The present study has some limitations. A dropout rate of 19 % may have resulted in selection bias. Most of those who dropped-out lived abroad or could not be found indicating that the knee was not a direct reason for the dropout. We found no significant differences between dropouts and the study group for age or gender. Follow-up rates over 80 % have been considered as acceptable for long-term follow-up studies if the loss is missing at random, as we have assumed for our dropouts [20].

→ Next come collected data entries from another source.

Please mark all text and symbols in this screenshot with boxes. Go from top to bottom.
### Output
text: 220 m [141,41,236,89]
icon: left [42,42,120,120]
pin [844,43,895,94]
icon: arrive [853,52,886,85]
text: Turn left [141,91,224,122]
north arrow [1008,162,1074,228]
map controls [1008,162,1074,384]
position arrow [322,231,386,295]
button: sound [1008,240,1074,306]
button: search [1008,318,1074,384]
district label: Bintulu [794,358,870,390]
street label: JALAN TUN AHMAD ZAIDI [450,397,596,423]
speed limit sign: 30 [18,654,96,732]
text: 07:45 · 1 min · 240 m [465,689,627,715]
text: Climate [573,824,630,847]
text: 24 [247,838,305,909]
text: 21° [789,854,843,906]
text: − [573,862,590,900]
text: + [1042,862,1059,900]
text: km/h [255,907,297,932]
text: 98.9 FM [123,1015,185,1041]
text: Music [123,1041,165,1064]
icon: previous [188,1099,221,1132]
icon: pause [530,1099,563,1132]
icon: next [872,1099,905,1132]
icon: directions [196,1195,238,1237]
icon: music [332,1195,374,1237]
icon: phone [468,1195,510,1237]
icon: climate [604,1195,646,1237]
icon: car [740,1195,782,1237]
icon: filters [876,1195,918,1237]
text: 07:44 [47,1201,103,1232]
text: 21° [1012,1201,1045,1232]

In summary, all follow-up studies after ACL reconstruction should include evaluation of the patellofemoral joint. The subjects with patellofemoral OA have significantly impaired function, including reduced quadriceps muscle strength and pain; thus, careful rehabilitation targeting patellofemoral structures should be implemented in early and long-term rehabilitation phases after ACL reconstruction.

Conclusion

Patellofemoral OA was found in 26 % 12 years after ACL reconstruction compared with 6 % in the contralateral knee, including 2.5 % OA in the contralateral non-injured knee. Patellofemoral OA was associated with increased age, tibiofemoral OA and reduced self-reported and performance-based function.